How many lines of these records hold the string "name"? Reply with the number alone.

Start of Record extracts

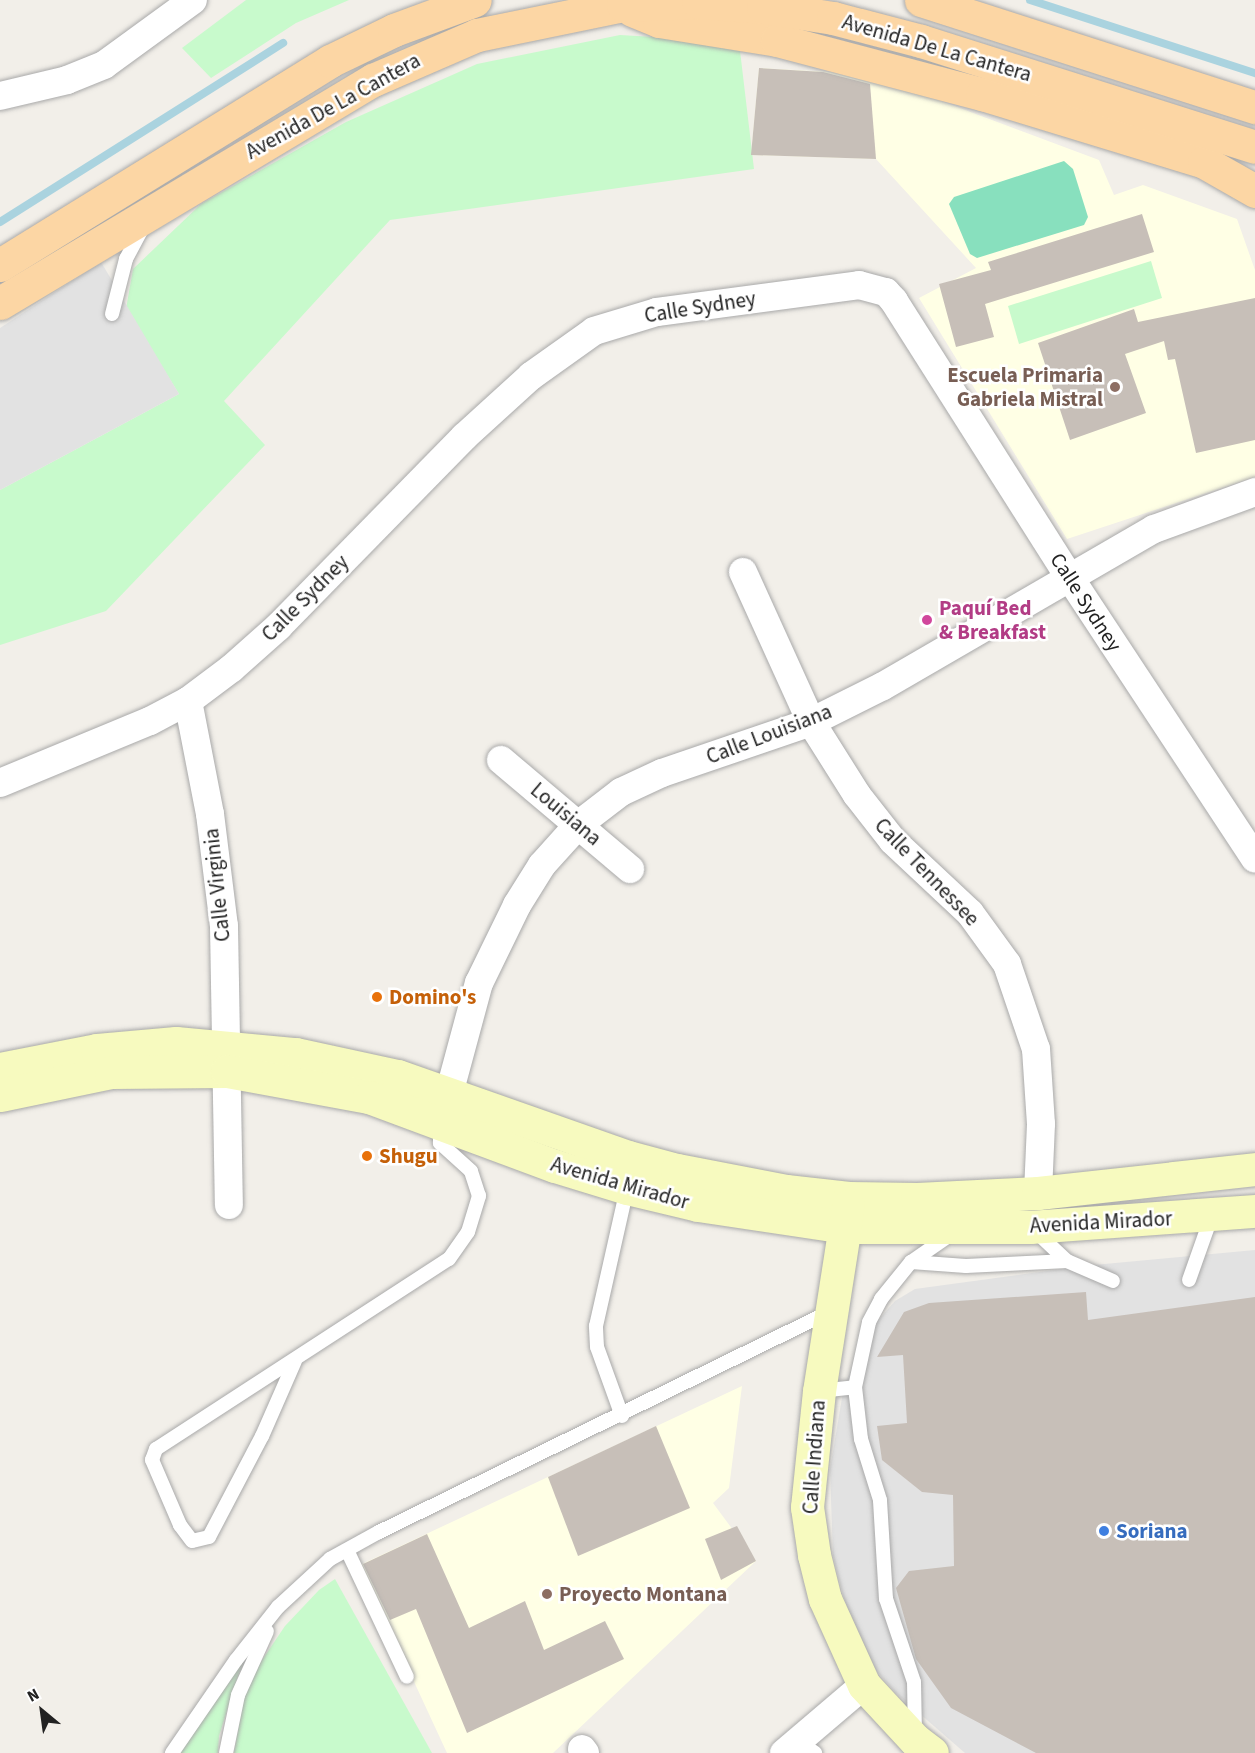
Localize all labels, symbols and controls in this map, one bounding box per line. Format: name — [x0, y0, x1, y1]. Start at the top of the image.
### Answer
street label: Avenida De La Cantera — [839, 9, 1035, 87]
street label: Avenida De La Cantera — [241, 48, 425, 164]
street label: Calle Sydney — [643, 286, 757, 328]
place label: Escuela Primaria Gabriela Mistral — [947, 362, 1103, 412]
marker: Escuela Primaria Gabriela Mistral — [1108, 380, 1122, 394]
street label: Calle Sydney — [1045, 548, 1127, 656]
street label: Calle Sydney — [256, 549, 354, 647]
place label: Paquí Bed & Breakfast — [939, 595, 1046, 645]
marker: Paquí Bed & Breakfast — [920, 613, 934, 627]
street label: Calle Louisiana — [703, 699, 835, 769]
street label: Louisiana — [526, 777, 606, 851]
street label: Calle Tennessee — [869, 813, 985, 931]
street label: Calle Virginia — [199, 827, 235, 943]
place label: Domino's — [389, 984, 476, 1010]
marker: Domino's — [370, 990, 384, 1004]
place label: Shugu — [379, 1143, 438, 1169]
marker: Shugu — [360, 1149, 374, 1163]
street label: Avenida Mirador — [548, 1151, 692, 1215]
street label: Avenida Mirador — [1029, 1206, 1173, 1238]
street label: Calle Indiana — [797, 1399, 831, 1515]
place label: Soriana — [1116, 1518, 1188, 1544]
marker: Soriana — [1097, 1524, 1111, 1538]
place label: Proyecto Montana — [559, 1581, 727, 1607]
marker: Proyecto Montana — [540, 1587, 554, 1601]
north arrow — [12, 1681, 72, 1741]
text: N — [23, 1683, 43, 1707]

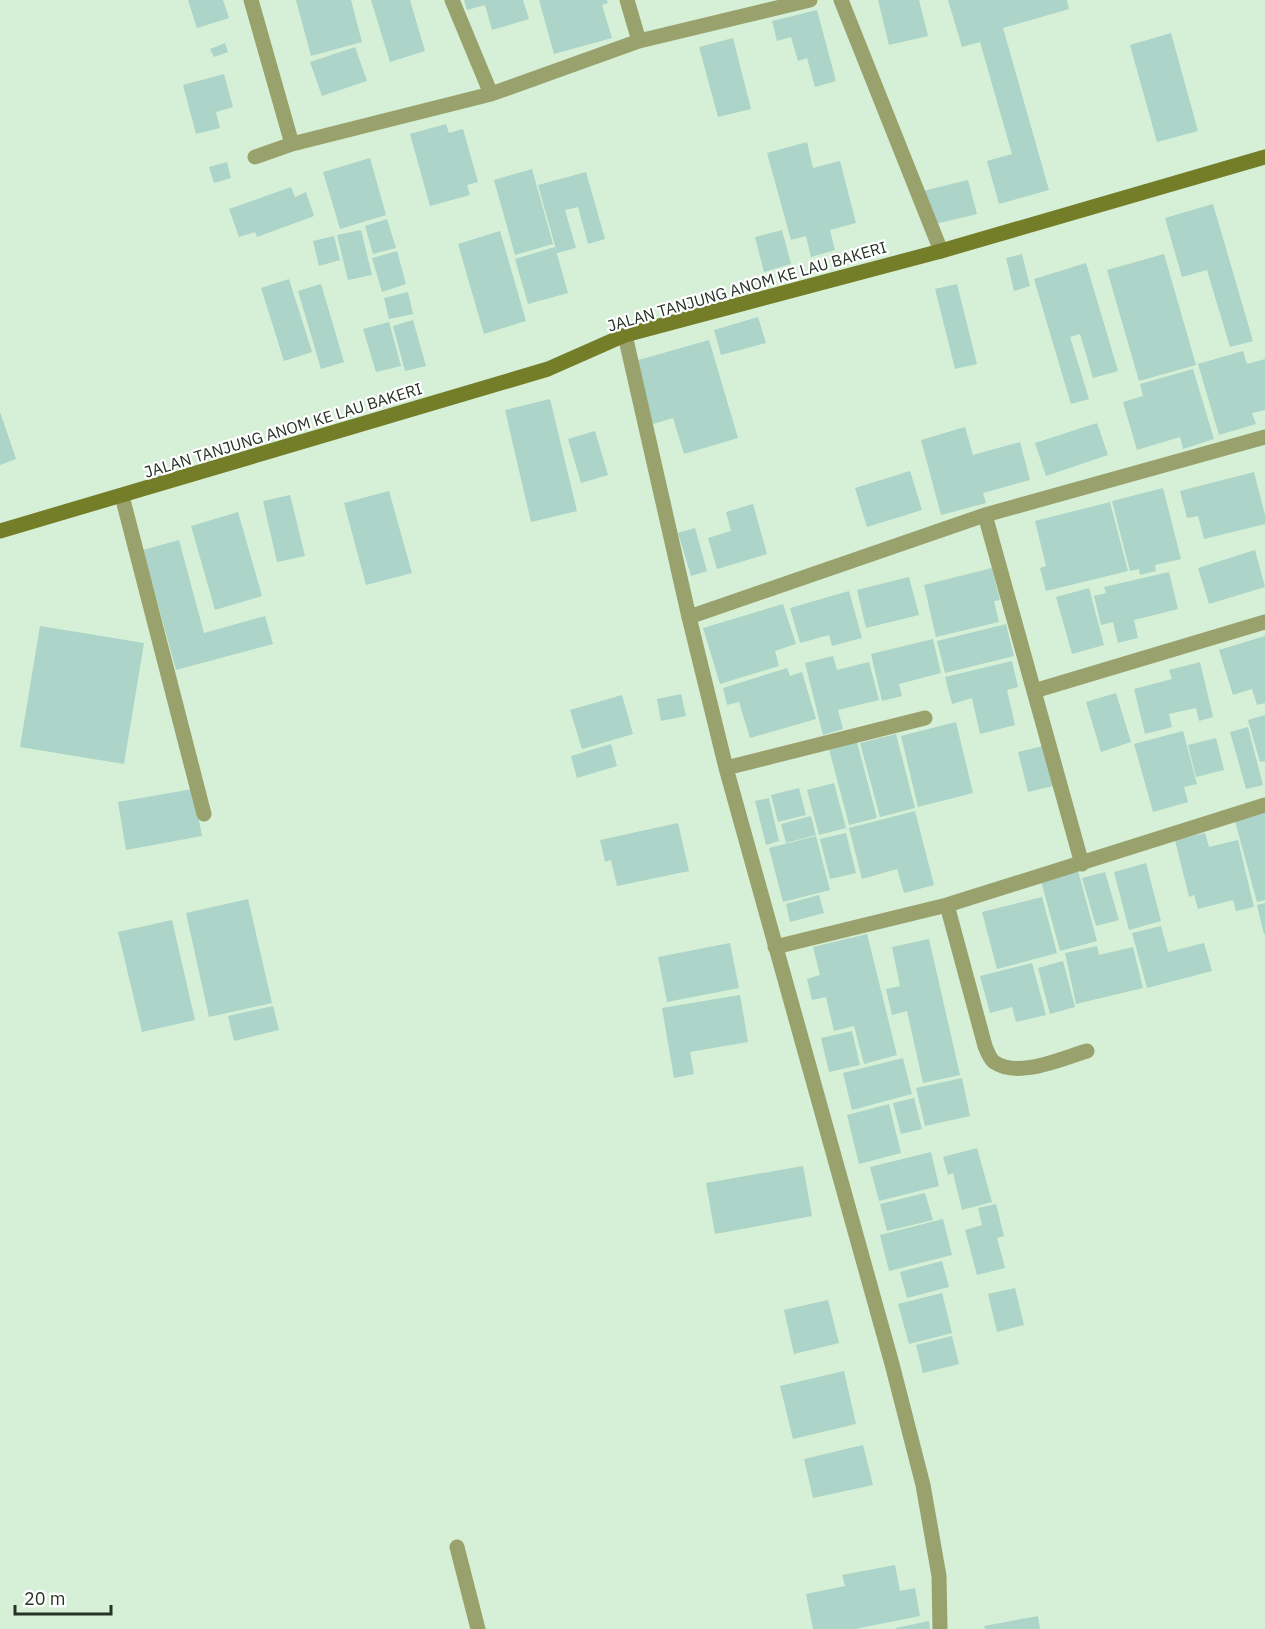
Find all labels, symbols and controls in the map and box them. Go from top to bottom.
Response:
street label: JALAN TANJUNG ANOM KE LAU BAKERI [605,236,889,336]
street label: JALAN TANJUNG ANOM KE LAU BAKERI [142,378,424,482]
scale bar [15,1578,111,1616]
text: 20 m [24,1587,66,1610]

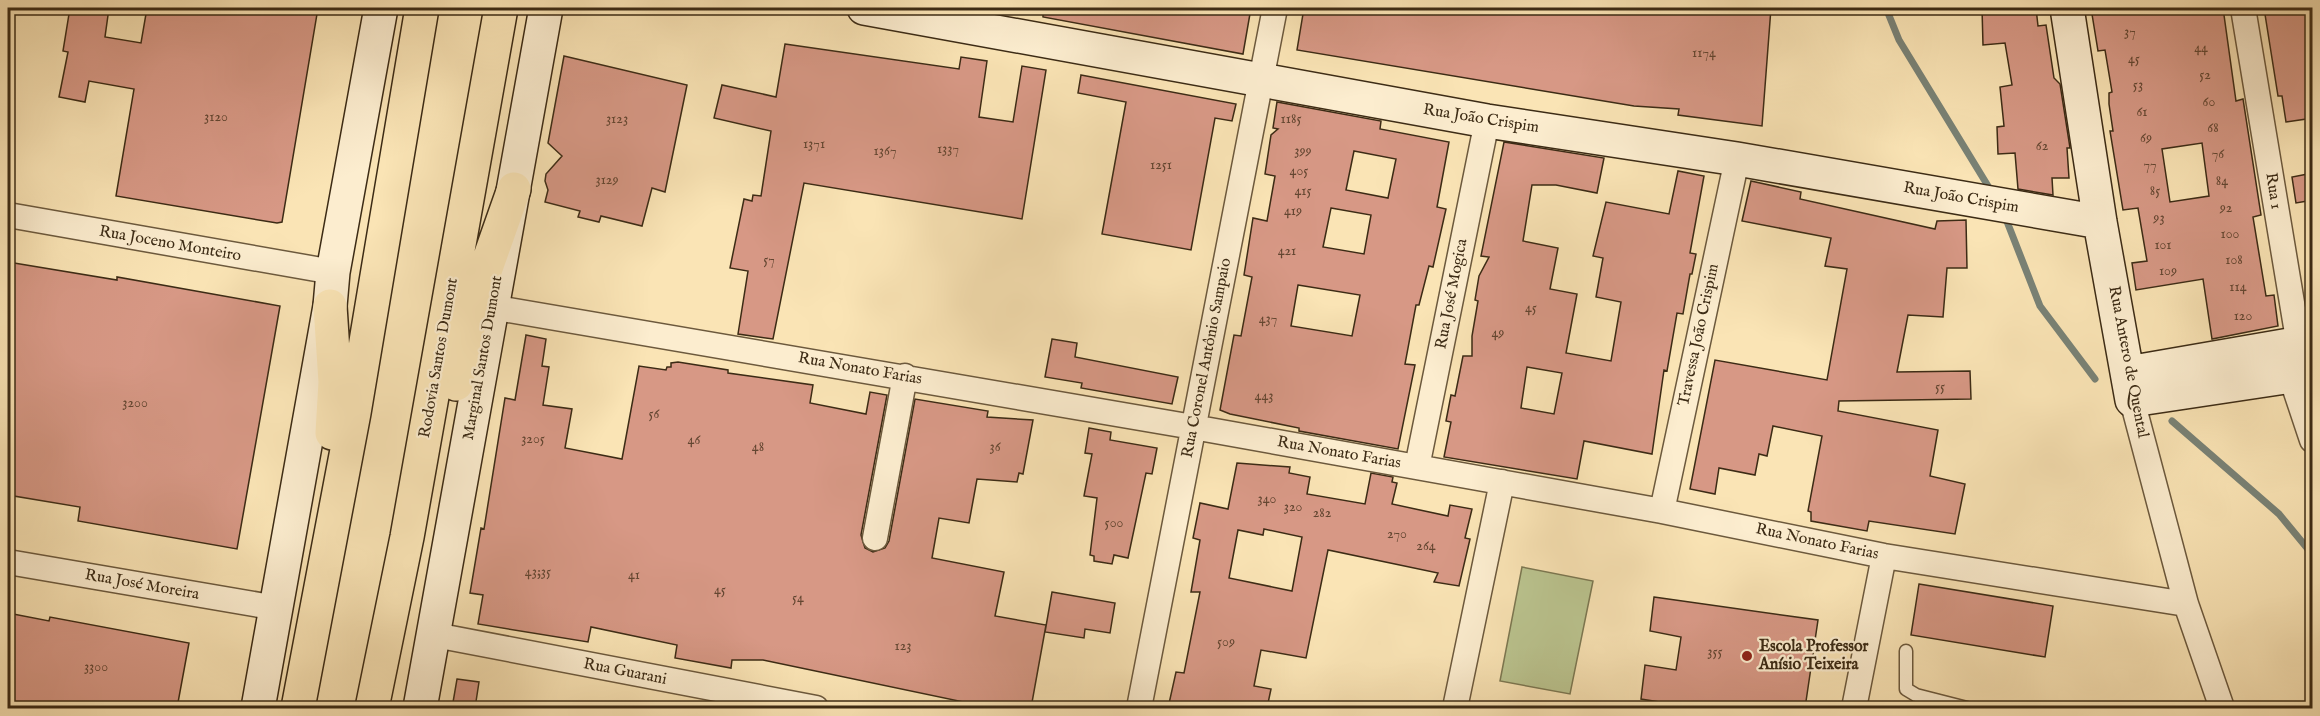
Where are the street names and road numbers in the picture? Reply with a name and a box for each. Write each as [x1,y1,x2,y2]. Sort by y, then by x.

End of Record extracts

§ Task solution: 2